Turn down the diffuse value, and turn down the intensity of the lighting. It's a lot easier to make a too dark image a tad brighter, than it is to make a really bright one darker.
jure
Posts: 2142
Joined: Thu Jun 02, 2005 6:53 pm

Post by jure »

Josamoto I think you're realy complicating your life too much...
This is how I work:
Start from fresh default Kray settings.
Get rid of area lights. Use backdrop gradient texture for your light and a spot for a sun.
Use lightmapping and about 500.000 photons N 5000. The rest leave at default.
Use "Precomputed Filtered" to see if your irradiance is smooth enough. If it is still splotchy then turn N up a bit untill it's smooth. http://www.kraytracing.com/forum/viewtopic.php?t=89

Then Photon mapping with cached irradiance and go to FG tab and leave default settings except spatial tolerance and oversample.

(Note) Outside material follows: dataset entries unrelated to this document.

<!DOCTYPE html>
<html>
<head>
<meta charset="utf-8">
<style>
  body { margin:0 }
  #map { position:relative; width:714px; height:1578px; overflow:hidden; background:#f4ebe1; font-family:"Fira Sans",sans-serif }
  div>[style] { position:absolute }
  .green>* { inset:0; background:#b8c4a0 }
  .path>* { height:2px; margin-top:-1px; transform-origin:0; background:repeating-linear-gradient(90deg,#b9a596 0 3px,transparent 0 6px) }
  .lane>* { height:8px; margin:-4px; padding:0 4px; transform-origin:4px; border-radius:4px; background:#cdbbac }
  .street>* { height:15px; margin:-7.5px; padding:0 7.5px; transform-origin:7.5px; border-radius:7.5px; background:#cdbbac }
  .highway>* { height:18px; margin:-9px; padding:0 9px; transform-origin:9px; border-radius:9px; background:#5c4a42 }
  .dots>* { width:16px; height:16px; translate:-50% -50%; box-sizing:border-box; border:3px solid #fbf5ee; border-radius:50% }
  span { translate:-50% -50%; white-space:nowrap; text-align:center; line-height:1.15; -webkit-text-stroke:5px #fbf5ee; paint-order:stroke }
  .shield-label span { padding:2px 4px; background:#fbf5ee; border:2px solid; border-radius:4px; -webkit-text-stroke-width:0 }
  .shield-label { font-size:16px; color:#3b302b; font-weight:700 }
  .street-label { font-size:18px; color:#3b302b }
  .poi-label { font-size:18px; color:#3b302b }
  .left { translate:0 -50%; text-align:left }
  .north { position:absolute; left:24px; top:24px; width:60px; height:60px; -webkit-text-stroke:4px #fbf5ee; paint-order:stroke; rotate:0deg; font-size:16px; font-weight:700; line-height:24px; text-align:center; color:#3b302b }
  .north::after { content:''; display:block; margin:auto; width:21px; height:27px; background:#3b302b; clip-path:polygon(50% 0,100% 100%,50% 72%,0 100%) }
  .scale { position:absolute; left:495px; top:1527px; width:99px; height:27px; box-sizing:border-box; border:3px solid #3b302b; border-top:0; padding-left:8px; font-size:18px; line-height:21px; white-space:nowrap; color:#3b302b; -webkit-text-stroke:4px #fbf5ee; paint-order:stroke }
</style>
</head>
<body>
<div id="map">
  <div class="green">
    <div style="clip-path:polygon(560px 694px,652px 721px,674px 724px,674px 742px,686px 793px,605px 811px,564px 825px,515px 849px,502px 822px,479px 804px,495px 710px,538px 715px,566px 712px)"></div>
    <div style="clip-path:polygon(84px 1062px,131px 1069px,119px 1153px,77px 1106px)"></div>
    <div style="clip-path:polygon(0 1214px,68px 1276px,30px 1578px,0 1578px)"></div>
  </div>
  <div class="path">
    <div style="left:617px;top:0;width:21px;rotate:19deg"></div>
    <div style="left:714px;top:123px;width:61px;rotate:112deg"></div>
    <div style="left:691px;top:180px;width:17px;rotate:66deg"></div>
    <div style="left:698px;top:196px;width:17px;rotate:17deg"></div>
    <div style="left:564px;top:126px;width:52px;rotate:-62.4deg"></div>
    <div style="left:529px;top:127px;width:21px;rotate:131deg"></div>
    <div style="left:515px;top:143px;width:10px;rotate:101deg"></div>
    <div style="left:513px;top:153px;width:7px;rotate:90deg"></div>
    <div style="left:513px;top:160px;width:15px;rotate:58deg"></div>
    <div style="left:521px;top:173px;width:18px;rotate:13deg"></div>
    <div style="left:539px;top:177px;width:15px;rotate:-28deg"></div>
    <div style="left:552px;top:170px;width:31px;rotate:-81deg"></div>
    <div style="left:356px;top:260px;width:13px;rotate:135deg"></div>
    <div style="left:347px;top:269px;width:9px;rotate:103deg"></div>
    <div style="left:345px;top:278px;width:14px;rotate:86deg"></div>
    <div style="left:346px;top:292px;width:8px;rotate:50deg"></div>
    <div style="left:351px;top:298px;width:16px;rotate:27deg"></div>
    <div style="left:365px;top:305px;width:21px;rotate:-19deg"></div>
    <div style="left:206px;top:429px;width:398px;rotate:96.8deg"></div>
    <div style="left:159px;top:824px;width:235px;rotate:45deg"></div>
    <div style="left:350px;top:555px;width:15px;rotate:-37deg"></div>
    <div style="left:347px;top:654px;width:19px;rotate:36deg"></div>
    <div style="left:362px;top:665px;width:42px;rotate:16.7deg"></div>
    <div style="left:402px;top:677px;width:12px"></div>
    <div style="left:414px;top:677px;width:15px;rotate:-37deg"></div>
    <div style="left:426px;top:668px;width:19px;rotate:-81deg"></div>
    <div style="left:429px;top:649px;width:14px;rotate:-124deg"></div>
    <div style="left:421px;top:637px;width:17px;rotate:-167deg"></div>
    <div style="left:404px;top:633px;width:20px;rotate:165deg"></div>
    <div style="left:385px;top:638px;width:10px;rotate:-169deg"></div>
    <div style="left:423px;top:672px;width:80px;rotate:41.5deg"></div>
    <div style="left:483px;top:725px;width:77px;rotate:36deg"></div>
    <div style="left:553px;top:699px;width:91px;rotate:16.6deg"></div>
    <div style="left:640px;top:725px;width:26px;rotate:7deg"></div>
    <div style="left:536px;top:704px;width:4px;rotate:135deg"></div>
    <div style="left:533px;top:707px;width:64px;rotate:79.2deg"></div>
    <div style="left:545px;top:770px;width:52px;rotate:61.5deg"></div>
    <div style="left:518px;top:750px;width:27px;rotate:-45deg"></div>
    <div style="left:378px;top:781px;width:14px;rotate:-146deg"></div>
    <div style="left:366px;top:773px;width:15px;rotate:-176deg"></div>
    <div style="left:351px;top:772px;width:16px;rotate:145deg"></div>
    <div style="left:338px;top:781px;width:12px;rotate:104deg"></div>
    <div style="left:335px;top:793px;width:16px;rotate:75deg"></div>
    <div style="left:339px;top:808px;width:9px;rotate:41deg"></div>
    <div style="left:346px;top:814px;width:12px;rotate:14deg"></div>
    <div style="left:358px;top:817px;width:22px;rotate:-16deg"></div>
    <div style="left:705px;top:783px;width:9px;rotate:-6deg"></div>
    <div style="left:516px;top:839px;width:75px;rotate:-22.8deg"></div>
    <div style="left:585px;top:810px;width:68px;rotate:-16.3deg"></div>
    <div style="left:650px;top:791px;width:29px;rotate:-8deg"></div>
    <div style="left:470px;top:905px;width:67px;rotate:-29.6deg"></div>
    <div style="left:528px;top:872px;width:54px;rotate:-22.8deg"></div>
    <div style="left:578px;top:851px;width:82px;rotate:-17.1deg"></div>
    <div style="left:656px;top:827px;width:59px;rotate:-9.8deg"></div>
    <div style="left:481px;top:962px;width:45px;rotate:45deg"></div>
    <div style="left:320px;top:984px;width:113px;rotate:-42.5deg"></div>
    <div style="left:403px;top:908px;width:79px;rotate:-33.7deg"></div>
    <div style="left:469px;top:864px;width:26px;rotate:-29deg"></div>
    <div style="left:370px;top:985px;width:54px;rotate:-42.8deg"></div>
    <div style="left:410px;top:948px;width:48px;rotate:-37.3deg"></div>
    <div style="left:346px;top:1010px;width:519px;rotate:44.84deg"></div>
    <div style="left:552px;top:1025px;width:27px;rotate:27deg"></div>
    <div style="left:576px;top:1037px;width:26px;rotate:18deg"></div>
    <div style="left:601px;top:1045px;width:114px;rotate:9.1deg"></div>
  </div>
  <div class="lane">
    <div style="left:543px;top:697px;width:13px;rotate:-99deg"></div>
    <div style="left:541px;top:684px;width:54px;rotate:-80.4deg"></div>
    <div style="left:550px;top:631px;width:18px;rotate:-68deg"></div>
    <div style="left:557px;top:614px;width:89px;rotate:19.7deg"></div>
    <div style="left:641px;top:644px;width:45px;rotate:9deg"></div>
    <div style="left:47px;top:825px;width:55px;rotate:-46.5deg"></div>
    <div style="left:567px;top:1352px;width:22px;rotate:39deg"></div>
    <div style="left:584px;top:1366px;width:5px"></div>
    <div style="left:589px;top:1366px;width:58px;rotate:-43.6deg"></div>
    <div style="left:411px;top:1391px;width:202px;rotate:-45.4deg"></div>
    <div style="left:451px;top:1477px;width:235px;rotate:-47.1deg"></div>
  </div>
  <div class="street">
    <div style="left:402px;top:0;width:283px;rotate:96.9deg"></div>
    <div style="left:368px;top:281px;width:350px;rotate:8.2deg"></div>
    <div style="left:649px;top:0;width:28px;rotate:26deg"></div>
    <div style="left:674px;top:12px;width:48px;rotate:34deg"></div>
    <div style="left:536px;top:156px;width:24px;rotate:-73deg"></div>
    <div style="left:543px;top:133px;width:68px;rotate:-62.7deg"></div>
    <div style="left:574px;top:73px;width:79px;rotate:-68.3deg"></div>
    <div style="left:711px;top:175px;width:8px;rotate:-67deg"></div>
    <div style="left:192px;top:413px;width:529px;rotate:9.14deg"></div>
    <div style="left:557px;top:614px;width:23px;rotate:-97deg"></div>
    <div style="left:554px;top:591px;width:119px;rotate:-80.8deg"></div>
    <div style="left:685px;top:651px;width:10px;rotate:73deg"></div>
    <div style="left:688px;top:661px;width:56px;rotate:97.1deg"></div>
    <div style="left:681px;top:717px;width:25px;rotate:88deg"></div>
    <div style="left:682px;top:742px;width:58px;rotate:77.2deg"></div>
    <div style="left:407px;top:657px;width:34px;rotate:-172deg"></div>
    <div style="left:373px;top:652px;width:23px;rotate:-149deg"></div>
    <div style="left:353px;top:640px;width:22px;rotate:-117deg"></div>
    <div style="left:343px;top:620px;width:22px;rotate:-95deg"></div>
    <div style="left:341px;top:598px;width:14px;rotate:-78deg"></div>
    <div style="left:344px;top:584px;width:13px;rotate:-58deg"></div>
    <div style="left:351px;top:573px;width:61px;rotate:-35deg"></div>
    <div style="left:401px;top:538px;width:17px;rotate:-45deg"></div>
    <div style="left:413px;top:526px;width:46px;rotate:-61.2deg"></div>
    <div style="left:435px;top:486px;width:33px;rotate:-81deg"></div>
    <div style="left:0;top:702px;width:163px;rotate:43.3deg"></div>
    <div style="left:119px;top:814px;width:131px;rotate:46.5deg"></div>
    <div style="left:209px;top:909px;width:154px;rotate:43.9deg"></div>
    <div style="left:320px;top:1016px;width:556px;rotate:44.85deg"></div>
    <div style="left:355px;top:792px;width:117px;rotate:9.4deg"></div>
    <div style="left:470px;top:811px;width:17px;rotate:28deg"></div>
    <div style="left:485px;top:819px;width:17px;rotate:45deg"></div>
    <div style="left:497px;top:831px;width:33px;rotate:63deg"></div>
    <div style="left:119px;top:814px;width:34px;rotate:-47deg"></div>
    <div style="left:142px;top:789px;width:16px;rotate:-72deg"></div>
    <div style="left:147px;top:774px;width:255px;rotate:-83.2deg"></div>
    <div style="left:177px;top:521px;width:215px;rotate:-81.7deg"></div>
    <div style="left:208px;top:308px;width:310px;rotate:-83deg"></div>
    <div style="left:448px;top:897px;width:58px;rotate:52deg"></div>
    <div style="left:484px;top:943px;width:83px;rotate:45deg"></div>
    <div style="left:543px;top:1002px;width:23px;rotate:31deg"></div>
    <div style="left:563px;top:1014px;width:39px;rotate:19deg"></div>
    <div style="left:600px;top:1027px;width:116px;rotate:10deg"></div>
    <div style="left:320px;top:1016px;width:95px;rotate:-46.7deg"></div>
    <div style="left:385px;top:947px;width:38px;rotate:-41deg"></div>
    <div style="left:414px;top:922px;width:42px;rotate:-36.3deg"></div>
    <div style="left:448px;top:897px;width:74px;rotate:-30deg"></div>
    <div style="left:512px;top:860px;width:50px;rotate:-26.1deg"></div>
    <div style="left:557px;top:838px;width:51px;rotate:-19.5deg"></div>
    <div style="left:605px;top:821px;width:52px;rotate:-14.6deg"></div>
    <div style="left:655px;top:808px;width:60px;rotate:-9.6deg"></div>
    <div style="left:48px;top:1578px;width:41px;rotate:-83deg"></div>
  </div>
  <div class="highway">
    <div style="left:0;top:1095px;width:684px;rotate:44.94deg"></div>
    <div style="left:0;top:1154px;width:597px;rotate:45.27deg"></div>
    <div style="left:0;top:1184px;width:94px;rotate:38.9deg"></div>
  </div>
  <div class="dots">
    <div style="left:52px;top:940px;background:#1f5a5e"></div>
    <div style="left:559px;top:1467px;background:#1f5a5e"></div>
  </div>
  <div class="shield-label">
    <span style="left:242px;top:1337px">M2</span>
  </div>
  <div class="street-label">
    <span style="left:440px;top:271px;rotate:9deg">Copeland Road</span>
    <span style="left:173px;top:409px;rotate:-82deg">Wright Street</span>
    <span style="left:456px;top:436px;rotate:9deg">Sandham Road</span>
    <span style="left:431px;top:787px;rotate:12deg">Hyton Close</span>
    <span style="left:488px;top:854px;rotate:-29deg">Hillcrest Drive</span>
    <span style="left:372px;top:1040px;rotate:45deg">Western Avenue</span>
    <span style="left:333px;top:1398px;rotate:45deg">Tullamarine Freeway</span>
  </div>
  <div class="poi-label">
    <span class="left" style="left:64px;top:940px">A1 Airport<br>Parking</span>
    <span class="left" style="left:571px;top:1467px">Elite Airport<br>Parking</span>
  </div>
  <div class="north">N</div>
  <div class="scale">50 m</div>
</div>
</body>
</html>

Turn spatial tolerance to 0.2 or 0.3 and oversample to 500%.
Render it and post it to this thread so we can work on it more.
Remember that you DON'T need to tweak all the settings!
- Jure
Captain Obvious
Posts: 165
Joined: Mon Oct 10, 2005 6:15 pm
Location: London, UK

Post by Captain Obvious »

jure wrote:Turn spatial tolerance to 0.2 or 0.3 and oversample to 500%.
Why would you turn up both the spatial tolerance and the oversampling? I'm pretty sure they do the same exact thing. Increase the oversampling, and you get more samples in the same exact manner as if you turn down the spatial tolerance.
jure
Posts: 2142
Joined: Thu Jun 02, 2005 6:53 pm

Post by jure »

Captain Obvious wrote: Why would you turn up both the spatial tolerance and the oversampling? I'm pretty sure they do the same exact thing. Increase the oversampling, and you get more samples in the same exact manner as if you turn down the spatial tolerance.
Nope. Increasing Spatial tolerance will make samples farther appart. This will result in less detailed shadows, so for example shadows under small objects like chair legs will get lost. The idea is to use spatial tolerance only as small as you need to get acceptable shadow detials.

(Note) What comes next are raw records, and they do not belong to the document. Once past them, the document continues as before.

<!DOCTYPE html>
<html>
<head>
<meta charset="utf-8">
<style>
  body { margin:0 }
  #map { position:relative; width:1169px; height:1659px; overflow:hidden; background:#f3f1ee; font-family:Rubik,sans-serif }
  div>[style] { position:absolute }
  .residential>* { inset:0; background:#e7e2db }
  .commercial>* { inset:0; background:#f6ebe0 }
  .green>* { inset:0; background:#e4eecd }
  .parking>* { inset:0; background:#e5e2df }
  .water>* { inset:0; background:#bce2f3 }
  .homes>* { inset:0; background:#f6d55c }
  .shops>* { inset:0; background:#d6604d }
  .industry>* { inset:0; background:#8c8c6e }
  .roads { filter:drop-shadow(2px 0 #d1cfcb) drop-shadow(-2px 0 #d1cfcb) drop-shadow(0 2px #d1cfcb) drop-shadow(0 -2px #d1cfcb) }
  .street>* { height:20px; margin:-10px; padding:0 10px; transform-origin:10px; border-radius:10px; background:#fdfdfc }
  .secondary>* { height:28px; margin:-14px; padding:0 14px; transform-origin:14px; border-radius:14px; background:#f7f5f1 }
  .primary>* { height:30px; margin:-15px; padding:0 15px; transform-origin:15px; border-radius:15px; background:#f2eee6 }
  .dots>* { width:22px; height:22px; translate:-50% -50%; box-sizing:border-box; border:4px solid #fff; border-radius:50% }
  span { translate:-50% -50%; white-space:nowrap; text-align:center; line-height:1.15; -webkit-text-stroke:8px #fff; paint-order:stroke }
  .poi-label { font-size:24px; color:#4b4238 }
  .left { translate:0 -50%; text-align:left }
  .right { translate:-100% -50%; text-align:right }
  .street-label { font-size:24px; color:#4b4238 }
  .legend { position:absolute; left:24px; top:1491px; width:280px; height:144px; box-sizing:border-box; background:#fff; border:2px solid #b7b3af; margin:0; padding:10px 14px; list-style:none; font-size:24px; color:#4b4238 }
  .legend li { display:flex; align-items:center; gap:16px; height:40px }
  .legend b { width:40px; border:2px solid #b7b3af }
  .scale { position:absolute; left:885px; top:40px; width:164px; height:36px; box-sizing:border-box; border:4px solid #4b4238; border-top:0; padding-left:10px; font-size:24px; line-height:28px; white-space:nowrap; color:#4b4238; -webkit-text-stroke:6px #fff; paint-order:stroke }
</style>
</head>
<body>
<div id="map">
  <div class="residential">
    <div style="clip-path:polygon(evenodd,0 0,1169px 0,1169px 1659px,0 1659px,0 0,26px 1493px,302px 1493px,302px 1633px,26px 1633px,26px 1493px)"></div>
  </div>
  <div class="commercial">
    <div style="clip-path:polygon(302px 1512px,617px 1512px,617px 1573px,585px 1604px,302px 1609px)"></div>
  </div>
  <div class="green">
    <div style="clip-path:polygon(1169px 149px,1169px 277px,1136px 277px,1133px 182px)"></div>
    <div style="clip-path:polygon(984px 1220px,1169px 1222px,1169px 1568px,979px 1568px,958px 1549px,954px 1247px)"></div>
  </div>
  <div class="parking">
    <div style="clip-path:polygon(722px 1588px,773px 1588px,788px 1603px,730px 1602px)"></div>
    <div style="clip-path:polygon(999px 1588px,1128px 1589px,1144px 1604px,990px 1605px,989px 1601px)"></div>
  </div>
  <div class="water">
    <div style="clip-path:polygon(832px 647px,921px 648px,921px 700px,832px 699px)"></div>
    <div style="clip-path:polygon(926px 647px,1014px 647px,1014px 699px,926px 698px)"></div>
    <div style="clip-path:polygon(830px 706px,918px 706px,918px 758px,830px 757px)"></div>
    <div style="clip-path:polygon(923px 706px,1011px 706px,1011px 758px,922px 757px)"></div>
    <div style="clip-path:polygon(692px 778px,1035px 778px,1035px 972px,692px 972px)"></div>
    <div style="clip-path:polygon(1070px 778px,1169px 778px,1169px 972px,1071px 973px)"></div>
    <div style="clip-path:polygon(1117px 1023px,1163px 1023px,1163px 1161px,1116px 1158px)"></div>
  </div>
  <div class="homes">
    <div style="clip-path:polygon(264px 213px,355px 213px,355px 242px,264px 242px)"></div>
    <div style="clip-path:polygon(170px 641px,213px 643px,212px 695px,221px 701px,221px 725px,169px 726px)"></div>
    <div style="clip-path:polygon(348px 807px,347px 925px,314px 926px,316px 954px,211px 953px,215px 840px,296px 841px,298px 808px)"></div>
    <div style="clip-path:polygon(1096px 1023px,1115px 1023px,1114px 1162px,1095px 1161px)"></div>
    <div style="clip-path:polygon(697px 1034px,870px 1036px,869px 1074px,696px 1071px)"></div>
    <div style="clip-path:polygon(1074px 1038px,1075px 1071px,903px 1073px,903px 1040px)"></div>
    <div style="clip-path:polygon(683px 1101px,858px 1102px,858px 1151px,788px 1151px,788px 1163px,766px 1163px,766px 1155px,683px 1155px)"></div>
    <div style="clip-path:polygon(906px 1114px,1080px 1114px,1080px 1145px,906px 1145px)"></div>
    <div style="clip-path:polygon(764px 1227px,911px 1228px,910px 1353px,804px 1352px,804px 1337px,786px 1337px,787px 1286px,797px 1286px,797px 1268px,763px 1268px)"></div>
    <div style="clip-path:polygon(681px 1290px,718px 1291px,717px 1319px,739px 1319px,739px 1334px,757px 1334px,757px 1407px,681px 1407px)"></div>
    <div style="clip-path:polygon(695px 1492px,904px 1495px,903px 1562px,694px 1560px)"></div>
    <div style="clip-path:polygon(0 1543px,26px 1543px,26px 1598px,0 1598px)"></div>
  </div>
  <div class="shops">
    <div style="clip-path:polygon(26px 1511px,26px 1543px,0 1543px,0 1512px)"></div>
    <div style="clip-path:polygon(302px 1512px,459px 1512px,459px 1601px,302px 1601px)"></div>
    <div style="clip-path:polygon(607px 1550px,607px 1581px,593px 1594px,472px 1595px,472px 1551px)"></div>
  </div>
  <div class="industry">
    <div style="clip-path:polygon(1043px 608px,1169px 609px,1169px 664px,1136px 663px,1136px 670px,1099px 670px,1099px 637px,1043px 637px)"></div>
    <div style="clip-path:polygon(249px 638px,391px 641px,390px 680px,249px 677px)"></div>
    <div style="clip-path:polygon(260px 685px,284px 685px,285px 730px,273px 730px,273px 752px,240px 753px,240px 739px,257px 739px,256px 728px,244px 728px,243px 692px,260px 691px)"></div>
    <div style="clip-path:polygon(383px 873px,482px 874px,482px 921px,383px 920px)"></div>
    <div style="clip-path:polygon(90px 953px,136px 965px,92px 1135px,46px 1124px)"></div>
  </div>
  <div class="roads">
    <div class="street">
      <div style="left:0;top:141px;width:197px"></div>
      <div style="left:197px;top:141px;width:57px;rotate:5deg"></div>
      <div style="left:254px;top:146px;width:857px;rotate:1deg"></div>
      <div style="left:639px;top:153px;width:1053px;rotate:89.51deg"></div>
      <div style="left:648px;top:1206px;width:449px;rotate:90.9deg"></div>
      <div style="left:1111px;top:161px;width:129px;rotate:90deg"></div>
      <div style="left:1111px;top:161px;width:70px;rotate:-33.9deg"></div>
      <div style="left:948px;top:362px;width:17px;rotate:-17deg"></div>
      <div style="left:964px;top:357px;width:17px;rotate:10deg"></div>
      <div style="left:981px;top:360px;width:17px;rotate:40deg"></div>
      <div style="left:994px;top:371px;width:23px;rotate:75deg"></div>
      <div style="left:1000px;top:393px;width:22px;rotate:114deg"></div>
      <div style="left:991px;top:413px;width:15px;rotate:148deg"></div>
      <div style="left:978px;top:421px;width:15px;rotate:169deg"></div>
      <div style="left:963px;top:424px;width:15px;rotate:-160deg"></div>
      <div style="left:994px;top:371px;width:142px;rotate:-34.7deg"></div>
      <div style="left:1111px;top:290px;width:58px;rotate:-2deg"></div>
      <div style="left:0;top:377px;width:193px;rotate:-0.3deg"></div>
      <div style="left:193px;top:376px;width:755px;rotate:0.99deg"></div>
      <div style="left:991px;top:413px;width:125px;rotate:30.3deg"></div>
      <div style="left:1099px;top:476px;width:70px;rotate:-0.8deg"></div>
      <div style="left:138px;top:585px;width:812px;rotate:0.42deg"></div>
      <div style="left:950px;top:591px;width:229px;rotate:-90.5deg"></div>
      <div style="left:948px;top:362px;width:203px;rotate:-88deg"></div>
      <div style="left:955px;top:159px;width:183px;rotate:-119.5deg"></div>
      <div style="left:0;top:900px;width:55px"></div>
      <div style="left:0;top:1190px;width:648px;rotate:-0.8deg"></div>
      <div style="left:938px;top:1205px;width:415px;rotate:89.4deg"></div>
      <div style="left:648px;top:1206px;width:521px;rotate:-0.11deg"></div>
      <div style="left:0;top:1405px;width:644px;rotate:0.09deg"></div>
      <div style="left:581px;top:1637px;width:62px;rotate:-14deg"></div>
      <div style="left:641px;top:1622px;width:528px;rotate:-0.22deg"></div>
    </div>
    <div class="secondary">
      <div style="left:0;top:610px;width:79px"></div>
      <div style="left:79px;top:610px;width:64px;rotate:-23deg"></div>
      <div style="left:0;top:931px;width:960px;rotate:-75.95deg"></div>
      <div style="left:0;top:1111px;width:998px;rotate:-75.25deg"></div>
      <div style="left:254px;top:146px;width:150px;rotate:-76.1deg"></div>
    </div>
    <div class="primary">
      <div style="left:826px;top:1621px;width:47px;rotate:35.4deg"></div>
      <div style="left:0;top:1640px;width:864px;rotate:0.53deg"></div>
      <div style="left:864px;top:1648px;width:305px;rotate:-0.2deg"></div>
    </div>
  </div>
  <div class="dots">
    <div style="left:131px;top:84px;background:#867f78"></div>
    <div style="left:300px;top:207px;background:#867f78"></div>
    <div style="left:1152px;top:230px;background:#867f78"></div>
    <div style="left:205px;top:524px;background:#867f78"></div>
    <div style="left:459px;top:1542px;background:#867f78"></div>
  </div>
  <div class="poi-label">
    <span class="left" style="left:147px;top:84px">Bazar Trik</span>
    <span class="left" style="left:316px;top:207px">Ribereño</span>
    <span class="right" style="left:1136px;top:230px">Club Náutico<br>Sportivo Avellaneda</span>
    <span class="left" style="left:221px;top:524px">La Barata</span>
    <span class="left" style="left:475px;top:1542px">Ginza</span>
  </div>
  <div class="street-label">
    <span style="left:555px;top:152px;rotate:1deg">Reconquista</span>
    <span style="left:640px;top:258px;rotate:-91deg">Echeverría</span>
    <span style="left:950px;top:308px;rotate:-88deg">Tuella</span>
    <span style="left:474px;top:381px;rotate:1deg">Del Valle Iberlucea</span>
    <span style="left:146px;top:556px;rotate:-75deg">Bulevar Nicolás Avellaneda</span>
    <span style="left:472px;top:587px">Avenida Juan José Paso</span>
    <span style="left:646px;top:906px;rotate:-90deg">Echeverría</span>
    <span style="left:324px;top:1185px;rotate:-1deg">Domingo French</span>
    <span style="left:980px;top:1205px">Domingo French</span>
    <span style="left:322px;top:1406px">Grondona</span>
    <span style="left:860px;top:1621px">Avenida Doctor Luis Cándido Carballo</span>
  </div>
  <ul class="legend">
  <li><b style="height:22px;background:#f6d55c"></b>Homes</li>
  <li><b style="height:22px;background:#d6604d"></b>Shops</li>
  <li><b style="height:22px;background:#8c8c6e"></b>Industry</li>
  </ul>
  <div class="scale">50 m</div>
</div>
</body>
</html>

Oversample on the other hand samples more FG samples togather. So 200% will interpolate always with at least 2 samples (100% means one sample), 500% means 5 samples and so on. This helps reducing splotches that come from insufficient FG rays at the sample point.
- Jure
User avatar
Josamoto
Posts: 51
Joined: Sun Mar 19, 2006 9:01 pm
Location: Carletonville - South Africa
Contact:

Post by Josamoto »

Oki doki. I've stripped all 6 my area lights. Things are moving a lot faster now. With this image I used 500 000 photons, N = 5000 as suggested. This is only the precomputed illumination.

I placed a spotlight outside with inverse falloff ^2, 1m falloff and a huge 100000% of brightness. Outside I've also put an HDRI image with imageworld and pumped up the brightness to 1500%.

I dunno if I'm setting my light up the right way. I mean I could also change the falloff to say 100m and adjust the brightness accordingly, but I'm not entirely sure which way is right.

Image

Doing a render now with your settings as suggested for FG, thanks Jure.

Thanks for the help this far!!!
Last edited by Josamoto on Wed Jul 19, 2006 9:01 pm, edited 1 time in total.
The cool strawberry man!!!
Captain Obvious
Posts: 165
Joined: Mon Oct 10, 2005 6:15 pm
Location: London, UK

Post by Captain Obvious »

I placed a spotlight outside with inverse falloff ^2, 1m falloff and a huge 100000% of brightness.
I suggest you instead turn up the falloff's nominal distance, and leave the brightness at 100-200%. It makes the OpenGL preview look better. And you can replace the spot with an area light.